Of course it’s not feasible to have a hospital in sparsely populated rural areas, however there absolutely should be recognition of the fact that rural people are economically disadvantaged in accessing health care.  We should have free parking at hospitals and either quick, reliable hospital transport or vouchers towards the cost of petrol, train or taxi fees for both patients and their main carer.  If we have to travel out of the county there should also be vouchers for free b&b accommodation.

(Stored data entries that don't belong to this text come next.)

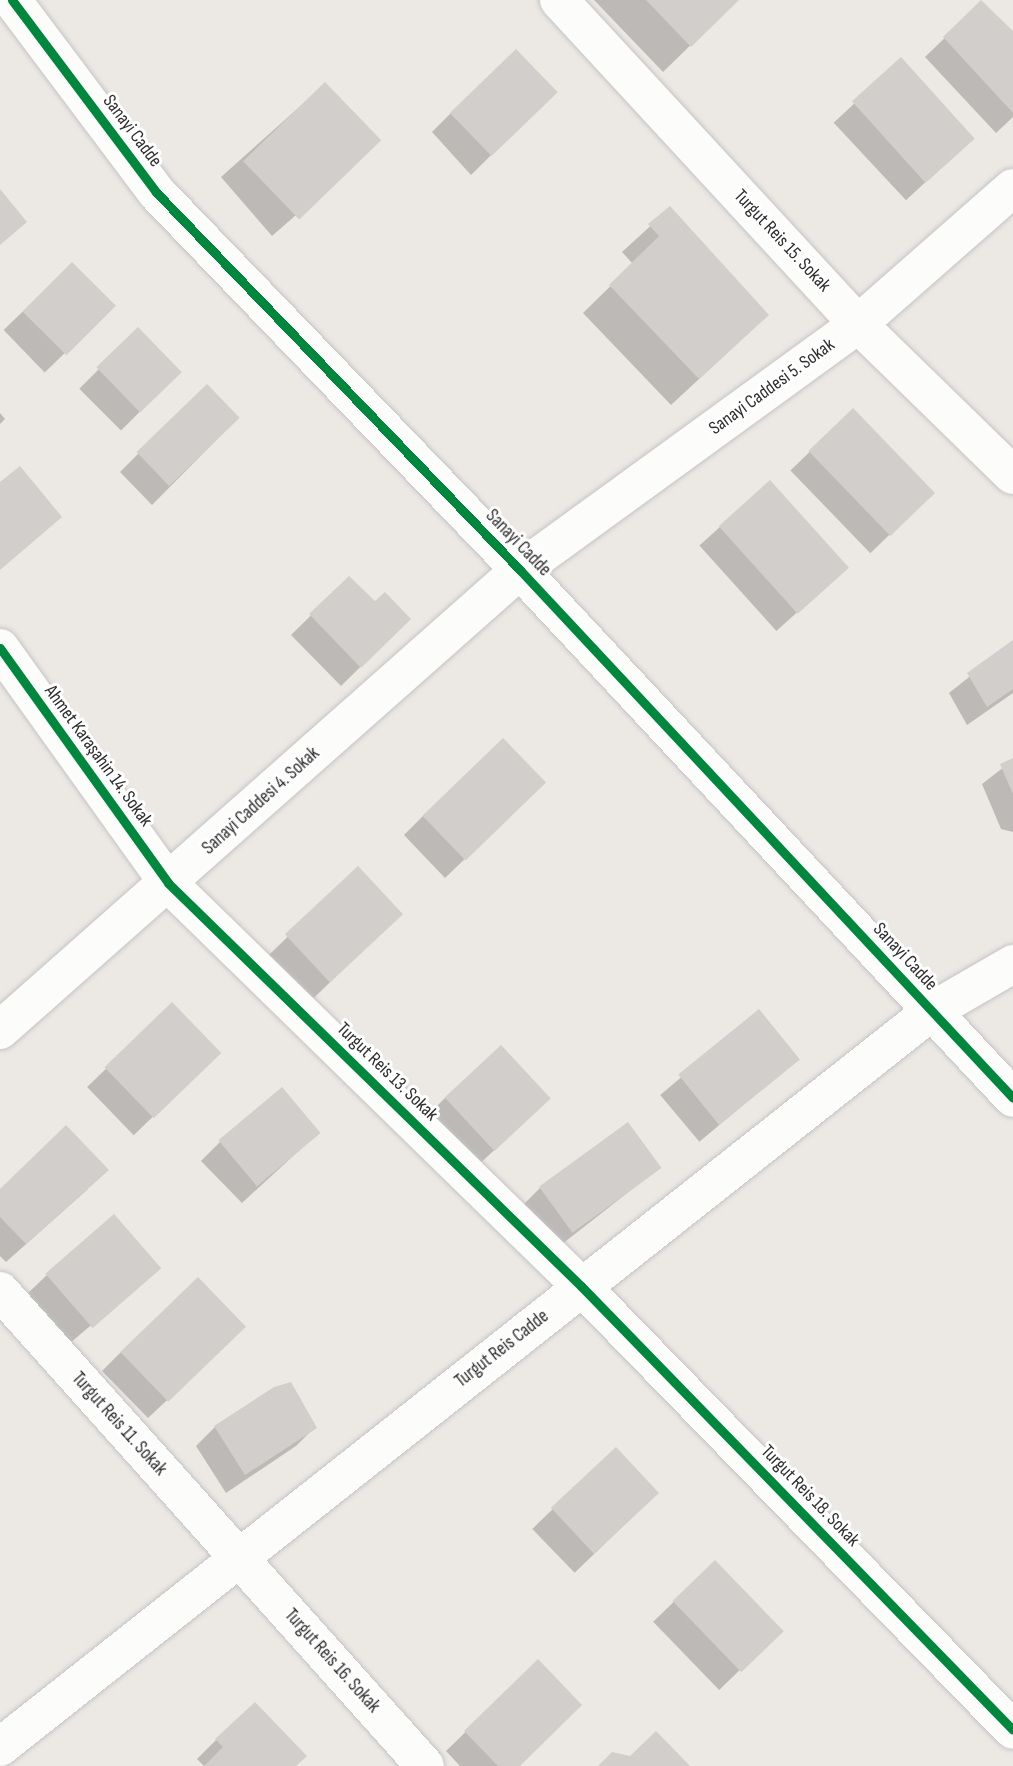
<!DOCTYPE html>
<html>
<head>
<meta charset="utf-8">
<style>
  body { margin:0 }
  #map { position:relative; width:1013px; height:1766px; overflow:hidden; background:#ece8e4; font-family:"Sofia Sans Condensed",sans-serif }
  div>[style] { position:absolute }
  .shadow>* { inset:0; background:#0003; transform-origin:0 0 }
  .building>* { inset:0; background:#d1cecb; transform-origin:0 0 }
  .roads { filter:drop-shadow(0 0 2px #c5c4c5) drop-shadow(0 0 2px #c5c4c5) }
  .minor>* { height:38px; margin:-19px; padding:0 19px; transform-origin:19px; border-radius:19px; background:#fcfcfb }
  .tertiary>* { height:38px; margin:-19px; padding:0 19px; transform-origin:19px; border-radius:19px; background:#fcfcfb }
  .cycleway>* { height:9px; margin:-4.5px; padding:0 4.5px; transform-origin:4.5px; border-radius:4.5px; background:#00873e }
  span { translate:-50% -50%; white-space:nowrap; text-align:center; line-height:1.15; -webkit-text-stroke:6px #fff; paint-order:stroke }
  .street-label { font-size:19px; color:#2e2e2e }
</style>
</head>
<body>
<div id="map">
  <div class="shadow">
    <div style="clip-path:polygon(594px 0,737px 0,663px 72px)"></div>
    <div style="clip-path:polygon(982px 2px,1013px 34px,1013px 117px,996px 133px,925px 57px)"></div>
    <div style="left:901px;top:60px;width:106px;height:92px;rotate:47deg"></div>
    <div style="clip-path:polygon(324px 85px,359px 160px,272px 236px,221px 177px)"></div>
    <div style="clip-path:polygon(536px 111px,471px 175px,432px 132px,451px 113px)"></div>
    <div style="clip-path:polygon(669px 209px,739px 342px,671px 405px,583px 313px,633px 264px,622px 252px)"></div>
    <div style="left:72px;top:264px;width:59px;height:95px;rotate:46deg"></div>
    <div style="left:138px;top:330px;width:59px;height:83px;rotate:45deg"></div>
    <div style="left:853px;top:410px;width:115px;height:87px;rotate:46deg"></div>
    <div style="clip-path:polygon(0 413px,5px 419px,0 424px)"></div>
    <div style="clip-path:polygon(238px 418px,152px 505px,120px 472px,139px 453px)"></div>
    <div style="left:770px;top:482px;width:115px;height:95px;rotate:48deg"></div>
    <div style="clip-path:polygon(349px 578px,375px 603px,409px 619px,341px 686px,291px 635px)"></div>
    <div style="clip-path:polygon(1013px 642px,1013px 693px,967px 725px,949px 693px)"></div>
    <div style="clip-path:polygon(1013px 760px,1013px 832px,1001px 829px,982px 784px)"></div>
    <div style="clip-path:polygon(524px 802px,445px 878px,404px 835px,423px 816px)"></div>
    <div style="left:358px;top:869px;width:62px;height:125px;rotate:46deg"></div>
    <div style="left:172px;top:1005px;width:67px;height:118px;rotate:46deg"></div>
    <div style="left:759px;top:1012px;width:61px;height:129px;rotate:50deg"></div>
    <div style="clip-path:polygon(445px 1098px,530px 1117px,474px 1169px,426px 1117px)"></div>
    <div style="clip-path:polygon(318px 1133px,242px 1203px,201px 1161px,220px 1142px)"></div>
    <div style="clip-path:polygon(659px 1168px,552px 1252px,521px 1207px,540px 1188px)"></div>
    <div style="clip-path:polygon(88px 1189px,6px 1262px,0 1256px,0 1191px)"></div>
    <div style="clip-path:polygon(159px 1268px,70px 1343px,27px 1294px,47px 1275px)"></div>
    <div style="clip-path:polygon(225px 1346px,148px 1418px,102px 1371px,121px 1352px)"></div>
    <div style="clip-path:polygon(274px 1389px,315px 1427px,296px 1446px,226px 1493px,196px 1446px,215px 1427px)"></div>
    <div style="left:615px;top:1449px;width:61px;height:115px;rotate:46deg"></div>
    <div style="left:715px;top:1562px;width:95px;height:86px;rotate:46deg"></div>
    <div style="clip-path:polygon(538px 1662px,518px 1766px,460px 1766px,446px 1751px)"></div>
    <div style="clip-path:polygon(216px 1740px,295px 1766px,204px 1766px,197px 1759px)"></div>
  </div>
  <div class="building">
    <div style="clip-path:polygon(646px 0,739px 0,691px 47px)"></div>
    <div style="clip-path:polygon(981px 0,1013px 31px,1013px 113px,943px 37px)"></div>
    <div style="left:516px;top:49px;width:60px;height:92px;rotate:46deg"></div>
    <div style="left:901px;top:57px;width:110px;height:66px;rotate:48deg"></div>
    <div style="left:325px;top:82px;width:81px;height:114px;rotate:46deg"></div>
    <div style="clip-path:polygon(0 189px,27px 222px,0 245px)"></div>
    <div style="clip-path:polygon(670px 206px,769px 315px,699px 379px,609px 285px,659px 236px,648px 224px)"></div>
    <div style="left:72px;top:262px;width:62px;height:70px;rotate:45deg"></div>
    <div style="left:138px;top:327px;width:63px;height:58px;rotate:46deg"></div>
    <div style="left:207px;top:384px;width:47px;height:98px;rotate:46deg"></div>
    <div style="left:853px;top:408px;width:118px;height:62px;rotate:46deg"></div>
    <div style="clip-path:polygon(20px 466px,62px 517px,0 570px,0 482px)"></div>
    <div style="left:770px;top:480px;width:118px;height:69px;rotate:48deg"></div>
    <div style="clip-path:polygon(349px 576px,375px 601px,385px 592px,411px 619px,361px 668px,309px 614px)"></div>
    <div style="clip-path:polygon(1013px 640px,1013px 689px,987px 707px,967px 673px)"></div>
    <div style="left:503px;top:738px;width:62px;height:112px;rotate:46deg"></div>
    <div style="clip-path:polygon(1013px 758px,1013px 794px,1000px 764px)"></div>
    <div style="left:358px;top:866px;width:66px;height:100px;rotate:47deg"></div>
    <div style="left:172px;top:1002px;width:71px;height:94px;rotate:46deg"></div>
    <div style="left:759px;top:1009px;width:65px;height:104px;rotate:51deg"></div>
    <div style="left:501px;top:1045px;width:73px;height:77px;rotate:47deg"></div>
    <div style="left:282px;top:1087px;width:60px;height:83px;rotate:50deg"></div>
    <div style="left:628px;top:1122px;width:57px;height:110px;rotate:54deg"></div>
    <div style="clip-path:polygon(66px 1125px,109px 1170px,26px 1244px,0 1217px,0 1189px)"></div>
    <div style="left:114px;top:1214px;width:72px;height:91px;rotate:49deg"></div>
    <div style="left:198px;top:1277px;width:69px;height:108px;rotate:46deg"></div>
    <div style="clip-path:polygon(291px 1382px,317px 1428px,245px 1475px,214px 1426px,274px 1387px)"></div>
    <div style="left:616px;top:1447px;width:63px;height:89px;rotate:47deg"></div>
    <div style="left:715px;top:1560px;width:99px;height:59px;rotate:46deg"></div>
    <div style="clip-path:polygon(538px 1659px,582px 1705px,520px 1766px,498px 1766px,464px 1731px)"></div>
    <div style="clip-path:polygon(255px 1702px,307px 1756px,296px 1766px,204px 1766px,223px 1747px,215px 1739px)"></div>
    <div style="clip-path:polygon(656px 1731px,690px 1766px,598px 1766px,612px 1752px,630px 1756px)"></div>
  </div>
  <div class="roads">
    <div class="minor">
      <div style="left:559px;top:0;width:441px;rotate:47.3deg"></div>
      <div style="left:858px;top:324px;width:216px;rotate:44.3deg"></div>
      <div style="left:0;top:648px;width:289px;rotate:54.4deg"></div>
      <div style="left:168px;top:883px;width:577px;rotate:44.3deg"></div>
      <div style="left:581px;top:1286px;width:619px;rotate:45.78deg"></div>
      <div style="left:0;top:1030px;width:694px;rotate:-41.5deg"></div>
      <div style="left:520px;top:570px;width:418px;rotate:-36deg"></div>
      <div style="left:858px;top:324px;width:206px;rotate:-41.3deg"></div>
      <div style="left:0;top:1291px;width:637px;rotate:48.18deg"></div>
    </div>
    <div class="tertiary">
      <div style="left:12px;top:0;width:240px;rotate:53.1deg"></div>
      <div style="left:156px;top:192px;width:525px;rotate:46.08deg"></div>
      <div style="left:520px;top:570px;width:722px;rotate:46.96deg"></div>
      <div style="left:0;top:1747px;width:1188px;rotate:-38.3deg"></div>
      <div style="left:932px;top:1011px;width:94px;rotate:-30.1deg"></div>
    </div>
  </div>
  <div class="cycleway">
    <div style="left:12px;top:0;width:240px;rotate:53.1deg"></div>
    <div style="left:156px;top:192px;width:525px;rotate:46.08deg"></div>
    <div style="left:520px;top:570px;width:722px;rotate:46.96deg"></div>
    <div style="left:0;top:648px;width:289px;rotate:54.4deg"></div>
    <div style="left:168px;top:883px;width:577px;rotate:44.3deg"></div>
    <div style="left:581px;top:1286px;width:619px;rotate:45.78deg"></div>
  </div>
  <div class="street-label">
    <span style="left:132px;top:131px;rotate:53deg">Sanayi Cadde</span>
    <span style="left:782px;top:241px;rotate:47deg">Turgut Reis 15. Sokak</span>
    <span style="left:772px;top:387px;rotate:-36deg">Sanayi Caddesi 5. Sokak</span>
    <span style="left:518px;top:543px;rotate:46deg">Sanayi Cadde</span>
    <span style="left:98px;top:756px;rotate:54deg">Ahmet Karaşahin 14. Sokak</span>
    <span style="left:261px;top:801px;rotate:-42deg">Sanayi Caddesi 4. Sokak</span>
    <span style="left:905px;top:957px;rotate:47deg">Sanayi Cadde</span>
    <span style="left:387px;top:1072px;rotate:44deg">Turgut Reis 13. Sokak</span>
    <span style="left:502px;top:1349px;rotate:-38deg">Turgut Reis Cadde</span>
    <span style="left:119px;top:1424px;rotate:48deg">Turgut Reis 11. Sokak</span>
    <span style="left:810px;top:1496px;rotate:46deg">Turgut Reis 18. Sokak</span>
    <span style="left:332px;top:1661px;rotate:48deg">Turgut Reis 16. Sokak</span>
  </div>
</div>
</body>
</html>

There needs to be a concerted effort to make health education available to all.  It’s impossible to take time out from the busy working life of a Consultant to attend a medical conference 300 miles away, just as it’s impossible for sick patients to travel halfway across the country to attend patient events, so much more needs to be done to hold conferences away from London and Birmingham and to ensure that venues are accessible by major train links.

Just because we live outside of cities shouldn’t mean that we receive both poor health education and poor health care.  We pay our National Insurance stamp and taxes just like everyone else, yet seem to get very little in return.